BRASÍLIA — O ministro Marco Aurélio Mello, relator do inquérito que investiga o senador afastado Aécio Neves (PSDB-MG) no Supremo Tribunal Federal (STF), informou nesta quinta-feira que vai levar à Primeira Turma da corte recursos contra decisões tomadas pelo colega Edson Fachin, antigo relator do processo. Estão pendentes de análise, por exemplo, um recurso da defesa contra a decisão que suspendeu o exercício de suas funções parlamentares, e outro do procurador-geral da República, Rodrigo Janot, que quer a prisão de Aécio. As duas medidas foram determinadas por Fachin, que tomou a decisão sozinho, sem consultar os colegas.
Além de Marco Aurélio, compõem a Primeira Turma do STF os ministros Alexandre de Moares, Luís Roberto Barroso, Rosa Weber e Luiz Fux. Na quarta-feira, quando foi sorteado relator, Marco Aurélio chegou a dizer que levaria os recursos para análise no plenário, composto por todos os 11 ministros do STF. Mas nesta quinta-feira, ele corrigiu a informação. A maioria dos processos criminais no STF são julgados nas duas turmas. No plenário, ficam casos envolvendo presidente da República, presidente do Senado e presidente da Câmara.

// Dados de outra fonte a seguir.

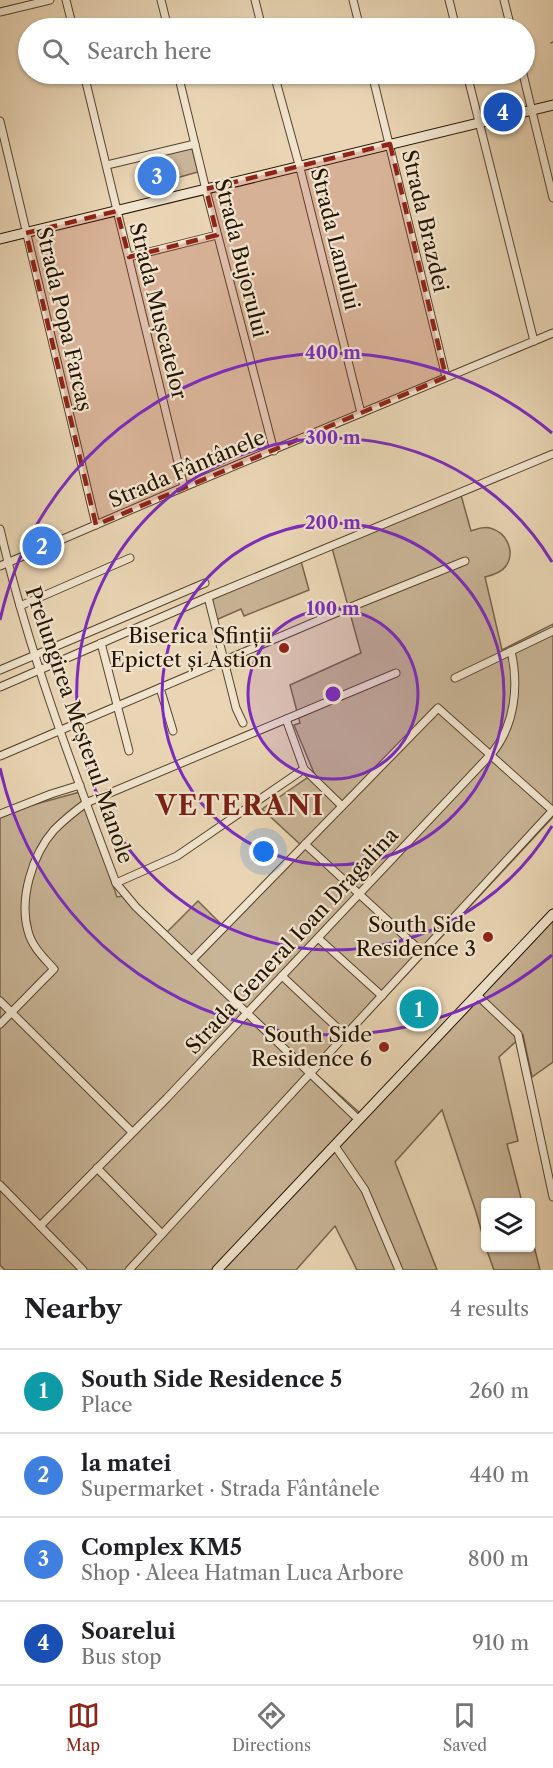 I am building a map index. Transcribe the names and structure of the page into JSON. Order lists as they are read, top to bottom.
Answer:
{
  "streets": {
    "street": [
      "Strada Brazdei",
      "Strada Lanului",
      "Strada Bujorului",
      "Strada Mușcatelor",
      "Strada Popa Farcaș",
      "Strada Fântânele",
      "Prelungirea Meșterul Manole",
      "Strada General Ioan Dragalina"
    ]
  },
  "crossings": [
    ["Strada Brazdei", "Strada Fântânele"],
    ["Strada Lanului", "Strada Fântânele"],
    ["Strada Bujorului", "Strada Fântânele"],
    ["Strada Mușcatelor", "Strada Fântânele"],
    ["Strada Popa Farcaș", "Strada Fântânele"],
    ["Strada Fântânele", "Prelungirea Meșterul Manole"],
    ["Prelungirea Meșterul Manole", "Strada General Ioan Dragalina"]
  ],
  "districts": ["VETERANI"],
  "places": ["Biserica Sfinții Epictet și Astion", "South Side Residence 3", "South Side Residence 6"],
  "page": {
    "search": "Search here",
    "pins": [
      "4",
      "3",
      "2",
      "1"
    ],
    "heading": ["Nearby", "4 results"],
    "list": [
      {
        "mark": "1",
        "name": "South Side Residence 5",
        "note": "Place",
        "value": "260 m"
      },
      {
        "mark": "2",
        "name": "la matei",
        "note": "Supermarket · Strada Fântânele",
        "value": "440 m"
      },
      {
        "mark": "3",
        "name": "Complex KM5",
        "note": "Shop · Aleea Hatman Luca Arbore",
        "value": "800 m"
      },
      {
        "mark": "4",
        "name": "Soarelui",
        "note": "Bus stop",
        "value": "910 m"
      }
    ],
    "nav": ["Map", "Directions", "Saved"]
  },
  "rings": [
    "400 m",
    "300 m",
    "200 m",
    "100 m"
  ]
}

Aécio é investigado conjuntamente com a irmã, Andrea Neves, o primo, Frederico Pacheco de Medeiros, e o assessor parlamentar Mendherson Souza Lima. Com exceção de Aécio, os outros três estão presos. Era o mesmo inquérito que investiga o presidente Michel Temer, com base na delação de executivos do frigorífico JBS. Mas Fachin mandou dividi-lo em dois e determinou que a parte referente a Aécio deveria passar por novo sorteio para definir um relator.